I’ve always said it, and always will, most often the issue in marriage isn’t ‘we’ve grown apart’, the issue is ‘we haven’t grown up.’ Marriage takes Maturity. It takes two people that will stop screaming ‘mine’ and start screaming ‘ours’. It takes two people that will stop trying to have their own way, and instead go in the way of God. It takes two people who learn to talk to each other and with each other not against each other and at each other. It takes two people who learn to attentively listen, even when they have so much they want to say. It takes sacrifice, and sacrifice is painful and bloody! No one has ever made a sacrifice and thought it was good or even felt good! It’s hard, it’s tough, it can be absolutely grueling, but when you remember the purpose and payoff of the sacrifice you’ll know it was worth it! But you have to ‘adult’ to get there! You can’t play the bully; you can’t be the whiner; you can’t pick the fight; you can’t run to your corner and call it quits; you can’t drag in reinforcements of the flesh, and think it will better anything! No! For this, you’ve got to grow up, mature, adult and fight to maintain the marriage you willfully made!
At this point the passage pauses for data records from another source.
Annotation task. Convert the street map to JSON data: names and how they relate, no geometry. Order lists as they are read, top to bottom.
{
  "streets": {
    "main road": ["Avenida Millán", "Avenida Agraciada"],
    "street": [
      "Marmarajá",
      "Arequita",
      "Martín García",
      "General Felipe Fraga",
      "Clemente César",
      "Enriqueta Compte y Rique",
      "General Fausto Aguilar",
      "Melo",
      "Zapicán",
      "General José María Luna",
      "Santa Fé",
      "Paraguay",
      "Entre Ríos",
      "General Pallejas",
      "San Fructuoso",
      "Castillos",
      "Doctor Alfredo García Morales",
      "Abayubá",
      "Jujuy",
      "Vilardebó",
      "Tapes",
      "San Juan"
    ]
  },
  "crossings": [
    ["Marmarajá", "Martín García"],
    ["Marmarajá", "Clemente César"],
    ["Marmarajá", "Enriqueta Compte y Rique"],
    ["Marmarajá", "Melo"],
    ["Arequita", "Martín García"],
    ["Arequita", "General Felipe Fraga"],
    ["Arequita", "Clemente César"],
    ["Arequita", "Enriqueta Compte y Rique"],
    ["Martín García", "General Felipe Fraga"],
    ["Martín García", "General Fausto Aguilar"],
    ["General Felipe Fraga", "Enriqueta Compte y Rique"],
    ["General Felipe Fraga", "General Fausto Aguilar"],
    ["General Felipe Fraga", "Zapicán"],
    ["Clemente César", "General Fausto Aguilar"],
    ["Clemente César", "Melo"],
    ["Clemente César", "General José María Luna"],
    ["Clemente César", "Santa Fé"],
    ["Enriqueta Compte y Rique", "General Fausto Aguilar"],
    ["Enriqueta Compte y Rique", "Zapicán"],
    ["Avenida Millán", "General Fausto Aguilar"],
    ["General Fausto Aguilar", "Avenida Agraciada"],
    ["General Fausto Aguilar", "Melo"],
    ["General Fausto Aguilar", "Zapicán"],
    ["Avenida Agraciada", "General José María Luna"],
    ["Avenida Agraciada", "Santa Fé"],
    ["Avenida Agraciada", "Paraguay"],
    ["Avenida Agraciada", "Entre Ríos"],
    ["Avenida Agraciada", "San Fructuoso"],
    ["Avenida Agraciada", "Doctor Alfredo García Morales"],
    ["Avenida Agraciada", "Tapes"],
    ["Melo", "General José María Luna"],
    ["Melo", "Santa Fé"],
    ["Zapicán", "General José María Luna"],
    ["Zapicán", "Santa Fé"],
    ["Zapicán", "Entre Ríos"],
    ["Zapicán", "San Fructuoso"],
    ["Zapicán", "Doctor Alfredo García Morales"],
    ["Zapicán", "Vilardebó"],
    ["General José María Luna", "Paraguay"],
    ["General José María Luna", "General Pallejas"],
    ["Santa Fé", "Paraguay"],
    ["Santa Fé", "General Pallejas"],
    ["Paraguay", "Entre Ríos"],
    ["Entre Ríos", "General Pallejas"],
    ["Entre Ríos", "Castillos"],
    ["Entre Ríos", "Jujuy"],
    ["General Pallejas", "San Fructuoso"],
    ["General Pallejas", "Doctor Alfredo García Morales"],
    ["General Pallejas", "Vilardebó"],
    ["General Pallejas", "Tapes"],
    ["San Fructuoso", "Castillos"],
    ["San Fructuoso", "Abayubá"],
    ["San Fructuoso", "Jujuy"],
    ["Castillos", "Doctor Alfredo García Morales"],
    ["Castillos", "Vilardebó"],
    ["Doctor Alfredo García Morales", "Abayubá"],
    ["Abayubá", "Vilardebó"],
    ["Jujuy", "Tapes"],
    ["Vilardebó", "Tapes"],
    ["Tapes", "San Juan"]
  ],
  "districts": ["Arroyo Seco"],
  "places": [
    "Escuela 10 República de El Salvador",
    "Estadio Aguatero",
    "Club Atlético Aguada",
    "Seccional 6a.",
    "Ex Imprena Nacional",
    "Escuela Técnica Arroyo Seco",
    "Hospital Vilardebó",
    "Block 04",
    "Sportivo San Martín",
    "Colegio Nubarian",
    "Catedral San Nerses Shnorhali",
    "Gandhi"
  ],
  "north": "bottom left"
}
The good news? You don’t have to do it alone! If only we’d stop inviting and involving Jesus in the Wedding only…and start inviting and involving Jesus in the Marriage also, we’d be so much better! However, if truth be told, we have a bad tendency to invite everyone else into our marriages, Except Jesus. Oh, we’ll talk to family, friends, coworkers, and just people of interest that will lend an ear (some with pure motives and intentions, many without). But the One person we committed our vows before is the One person we overlook in marital trouble. We seek outside sources, when He’s waiting on the sidelines, ever so patient, for us to include Him back in the triangle. I mean, if it started with Him, shouldn’t we carry it all the way through with Him?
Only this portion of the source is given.